(WHAT THE TASK REQUIRES): Only an exact repetition of the lines from the one that holds "Instruction: Parse the" to the end of the records is wanted.

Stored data
········

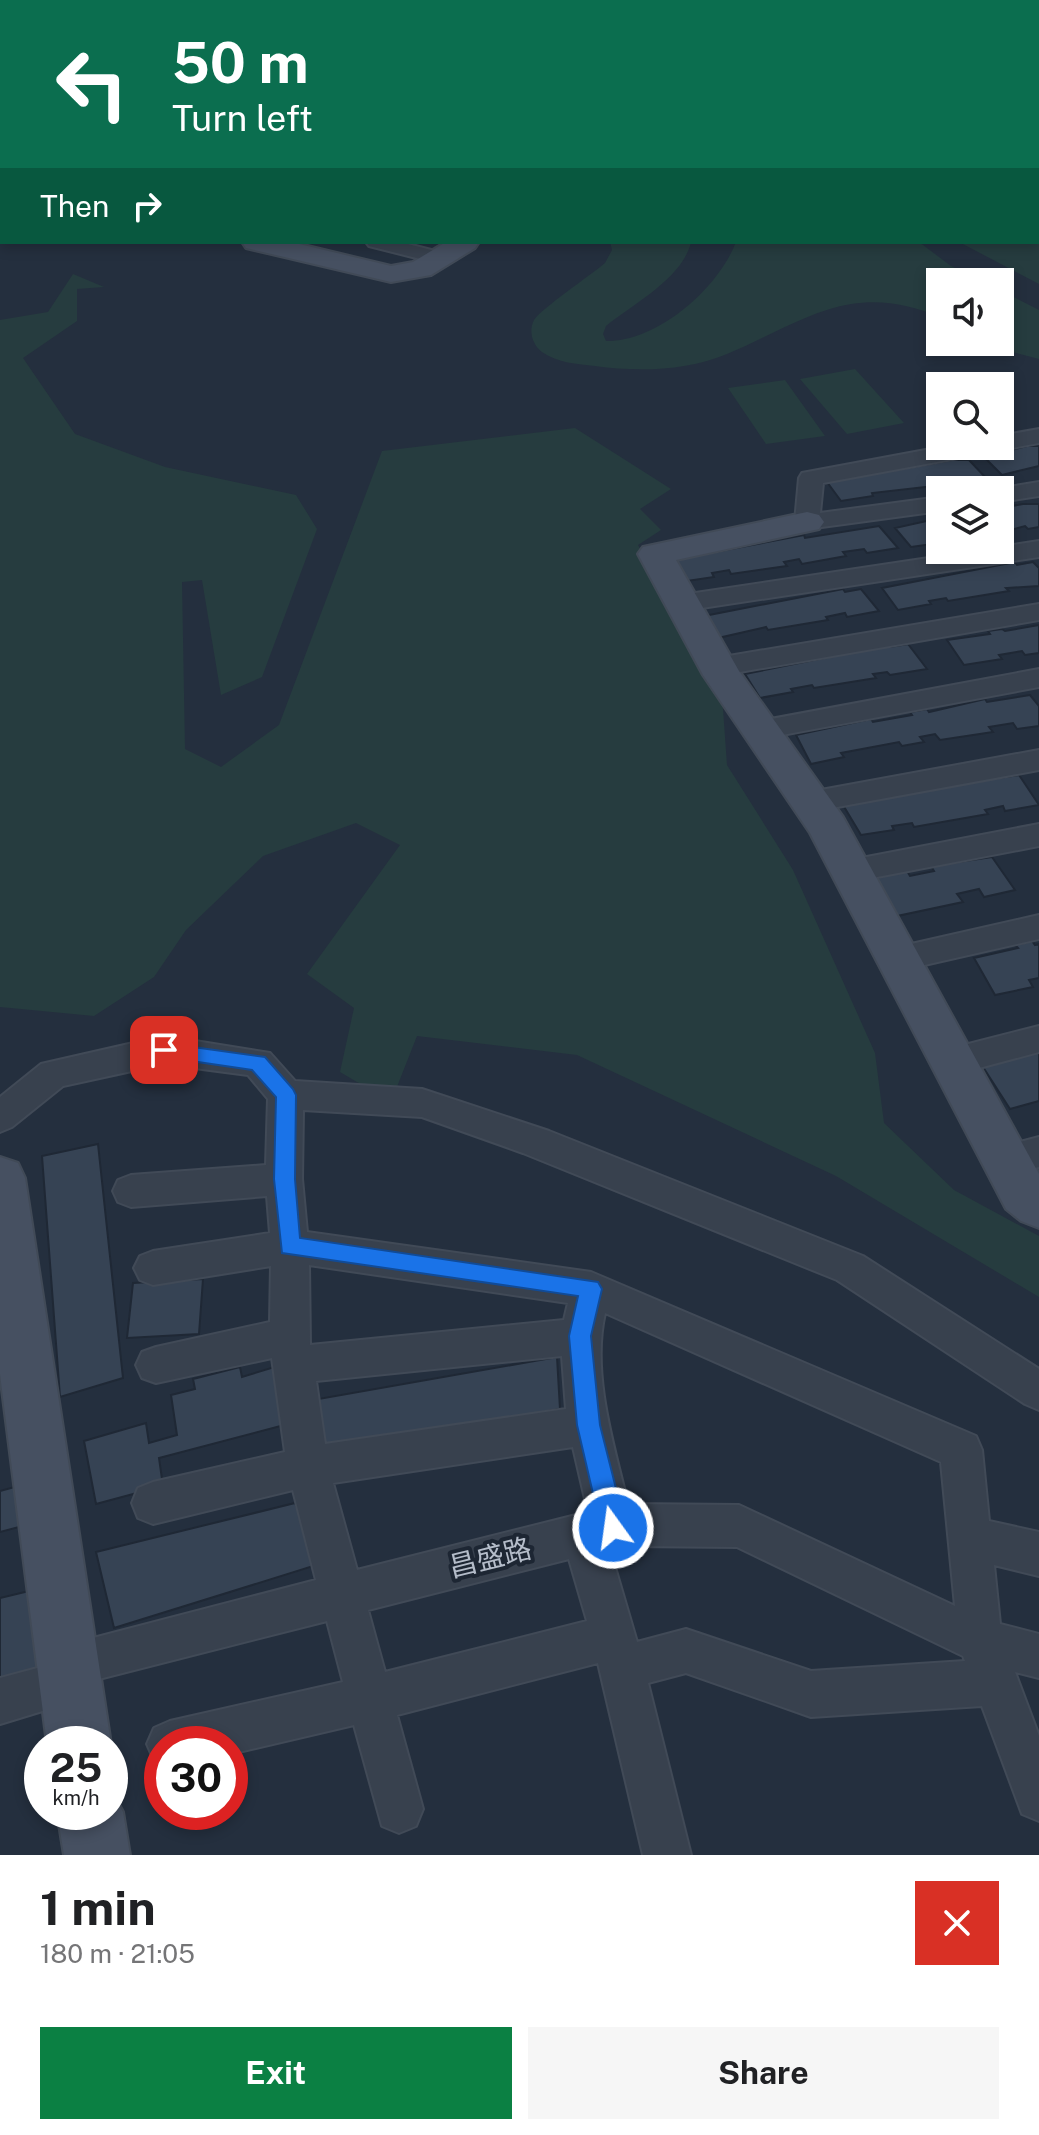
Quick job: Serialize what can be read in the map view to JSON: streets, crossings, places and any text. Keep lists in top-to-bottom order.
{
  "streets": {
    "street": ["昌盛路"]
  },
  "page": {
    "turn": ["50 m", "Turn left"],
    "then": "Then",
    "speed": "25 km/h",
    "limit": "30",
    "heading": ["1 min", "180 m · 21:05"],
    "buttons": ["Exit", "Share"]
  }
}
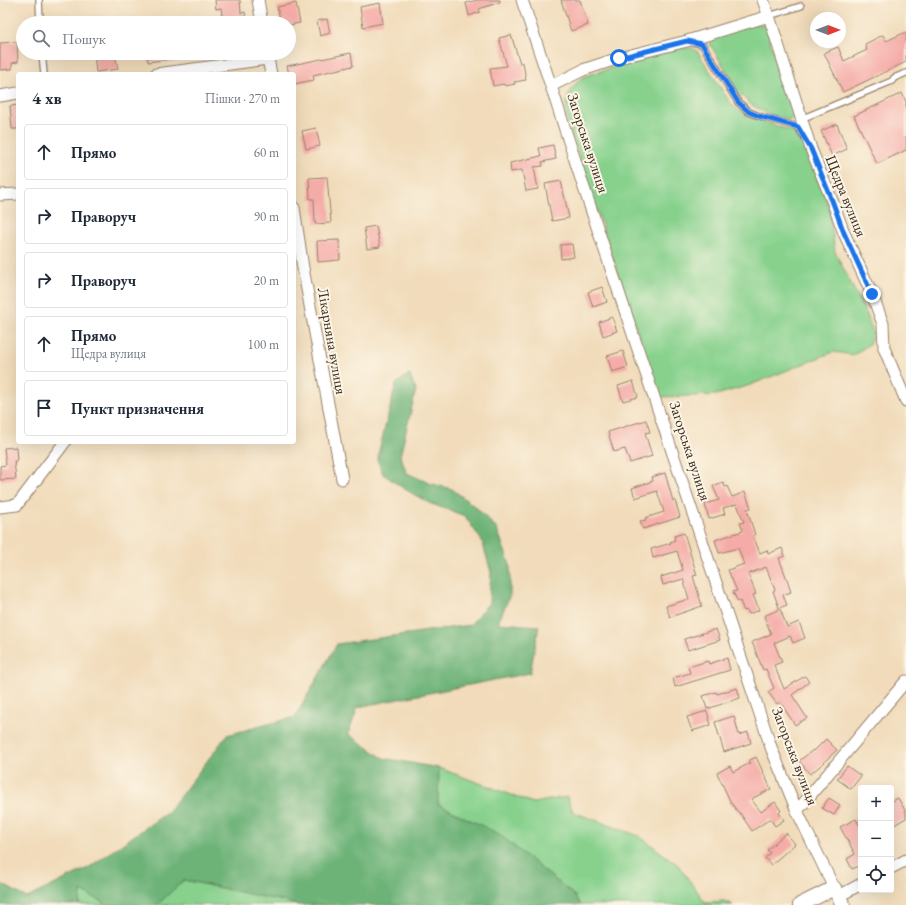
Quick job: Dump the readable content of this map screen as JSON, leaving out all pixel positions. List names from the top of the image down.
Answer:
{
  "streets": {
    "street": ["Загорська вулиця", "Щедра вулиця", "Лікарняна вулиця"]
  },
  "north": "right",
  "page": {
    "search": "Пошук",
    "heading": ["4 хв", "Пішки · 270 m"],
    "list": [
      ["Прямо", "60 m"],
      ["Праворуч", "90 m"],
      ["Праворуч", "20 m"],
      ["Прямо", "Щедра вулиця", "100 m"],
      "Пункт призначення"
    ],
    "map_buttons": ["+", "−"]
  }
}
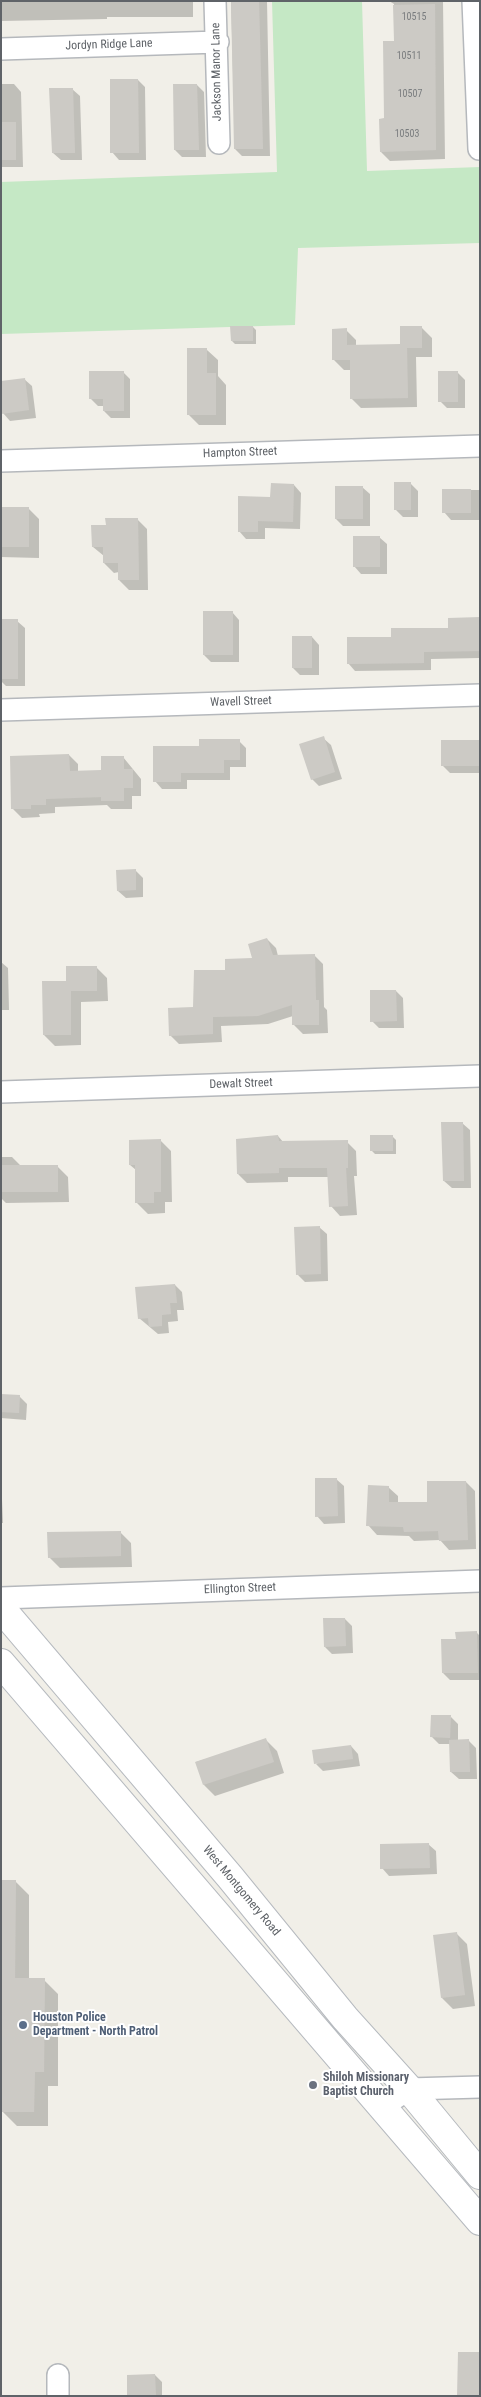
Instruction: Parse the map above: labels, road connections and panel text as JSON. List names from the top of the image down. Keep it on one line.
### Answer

········

(EXERCISE RESULT):
Instruction: Parse the map above: labels, road connections and panel text as JSON. List names from the top of the image down. Keep it on one line.
### Answer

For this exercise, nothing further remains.